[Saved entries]
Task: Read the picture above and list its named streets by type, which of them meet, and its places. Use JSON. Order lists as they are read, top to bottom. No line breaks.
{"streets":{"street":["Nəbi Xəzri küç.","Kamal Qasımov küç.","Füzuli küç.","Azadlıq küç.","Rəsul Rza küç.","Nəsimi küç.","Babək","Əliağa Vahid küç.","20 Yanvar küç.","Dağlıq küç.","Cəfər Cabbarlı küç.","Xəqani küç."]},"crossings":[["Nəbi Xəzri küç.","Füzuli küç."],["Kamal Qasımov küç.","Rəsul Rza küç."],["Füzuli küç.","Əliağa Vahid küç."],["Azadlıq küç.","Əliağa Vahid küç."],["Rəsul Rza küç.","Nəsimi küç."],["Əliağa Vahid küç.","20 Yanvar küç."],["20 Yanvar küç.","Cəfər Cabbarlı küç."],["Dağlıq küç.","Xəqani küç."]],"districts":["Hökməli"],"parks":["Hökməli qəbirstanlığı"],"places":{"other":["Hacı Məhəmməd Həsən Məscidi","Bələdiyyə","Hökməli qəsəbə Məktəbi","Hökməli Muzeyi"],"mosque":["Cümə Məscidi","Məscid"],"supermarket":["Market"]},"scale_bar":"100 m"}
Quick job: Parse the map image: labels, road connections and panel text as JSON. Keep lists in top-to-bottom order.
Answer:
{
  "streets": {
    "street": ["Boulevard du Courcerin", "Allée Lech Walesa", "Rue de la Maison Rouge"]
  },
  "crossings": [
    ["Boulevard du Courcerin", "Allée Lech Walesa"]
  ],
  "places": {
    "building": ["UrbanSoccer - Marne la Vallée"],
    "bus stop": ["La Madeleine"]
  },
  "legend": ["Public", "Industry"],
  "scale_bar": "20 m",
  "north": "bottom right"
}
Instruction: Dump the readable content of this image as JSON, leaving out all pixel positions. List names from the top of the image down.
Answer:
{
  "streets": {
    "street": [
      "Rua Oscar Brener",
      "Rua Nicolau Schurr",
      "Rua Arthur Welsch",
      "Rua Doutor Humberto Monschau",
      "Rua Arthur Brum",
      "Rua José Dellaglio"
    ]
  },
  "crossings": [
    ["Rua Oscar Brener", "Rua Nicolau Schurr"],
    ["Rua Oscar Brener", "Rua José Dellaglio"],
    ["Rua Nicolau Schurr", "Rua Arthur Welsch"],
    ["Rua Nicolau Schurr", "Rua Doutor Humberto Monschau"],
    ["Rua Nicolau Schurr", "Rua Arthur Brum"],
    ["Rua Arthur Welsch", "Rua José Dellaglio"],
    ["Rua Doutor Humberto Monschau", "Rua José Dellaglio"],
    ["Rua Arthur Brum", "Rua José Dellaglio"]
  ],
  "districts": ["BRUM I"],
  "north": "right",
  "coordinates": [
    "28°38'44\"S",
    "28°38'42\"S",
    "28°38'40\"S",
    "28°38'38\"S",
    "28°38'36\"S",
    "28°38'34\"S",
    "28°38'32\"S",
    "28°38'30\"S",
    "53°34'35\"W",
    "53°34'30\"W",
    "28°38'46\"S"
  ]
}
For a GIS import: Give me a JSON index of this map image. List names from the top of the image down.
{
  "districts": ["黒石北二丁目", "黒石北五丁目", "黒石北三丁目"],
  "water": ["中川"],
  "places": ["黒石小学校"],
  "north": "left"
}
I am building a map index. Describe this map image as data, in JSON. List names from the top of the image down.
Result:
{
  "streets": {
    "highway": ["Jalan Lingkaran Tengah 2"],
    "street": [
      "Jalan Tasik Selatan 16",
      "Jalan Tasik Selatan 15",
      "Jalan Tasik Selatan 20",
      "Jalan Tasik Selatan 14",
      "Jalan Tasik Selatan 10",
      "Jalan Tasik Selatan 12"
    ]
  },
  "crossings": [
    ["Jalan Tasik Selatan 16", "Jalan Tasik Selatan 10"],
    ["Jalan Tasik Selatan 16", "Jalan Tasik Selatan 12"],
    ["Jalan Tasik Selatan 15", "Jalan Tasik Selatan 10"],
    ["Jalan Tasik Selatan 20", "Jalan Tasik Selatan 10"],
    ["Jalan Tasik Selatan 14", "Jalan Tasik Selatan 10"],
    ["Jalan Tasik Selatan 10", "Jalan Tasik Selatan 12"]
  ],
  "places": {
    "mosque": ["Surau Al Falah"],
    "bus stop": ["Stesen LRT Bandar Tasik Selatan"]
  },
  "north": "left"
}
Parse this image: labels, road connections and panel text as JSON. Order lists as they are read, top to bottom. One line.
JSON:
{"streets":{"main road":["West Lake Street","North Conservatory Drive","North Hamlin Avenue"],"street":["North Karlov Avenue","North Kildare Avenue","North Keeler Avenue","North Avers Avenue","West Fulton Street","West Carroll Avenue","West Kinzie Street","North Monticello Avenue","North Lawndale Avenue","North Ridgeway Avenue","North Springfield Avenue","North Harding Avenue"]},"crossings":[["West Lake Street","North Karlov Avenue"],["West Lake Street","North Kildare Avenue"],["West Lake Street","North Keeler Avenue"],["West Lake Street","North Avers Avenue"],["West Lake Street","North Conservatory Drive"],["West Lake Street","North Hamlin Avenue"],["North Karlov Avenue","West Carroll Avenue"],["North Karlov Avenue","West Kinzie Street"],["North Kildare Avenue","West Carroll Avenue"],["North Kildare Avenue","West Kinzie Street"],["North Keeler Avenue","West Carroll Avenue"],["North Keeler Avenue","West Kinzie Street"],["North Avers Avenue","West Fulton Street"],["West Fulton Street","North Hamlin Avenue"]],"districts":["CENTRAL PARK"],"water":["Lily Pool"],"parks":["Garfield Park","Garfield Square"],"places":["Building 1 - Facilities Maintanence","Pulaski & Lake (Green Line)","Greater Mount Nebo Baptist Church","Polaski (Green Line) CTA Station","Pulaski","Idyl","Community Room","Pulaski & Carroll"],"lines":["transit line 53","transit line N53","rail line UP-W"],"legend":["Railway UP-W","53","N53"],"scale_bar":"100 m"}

Goal of the exercise –
Nothing but a number is expected: the tally of lines in the records that include the word "from".

Your response –
3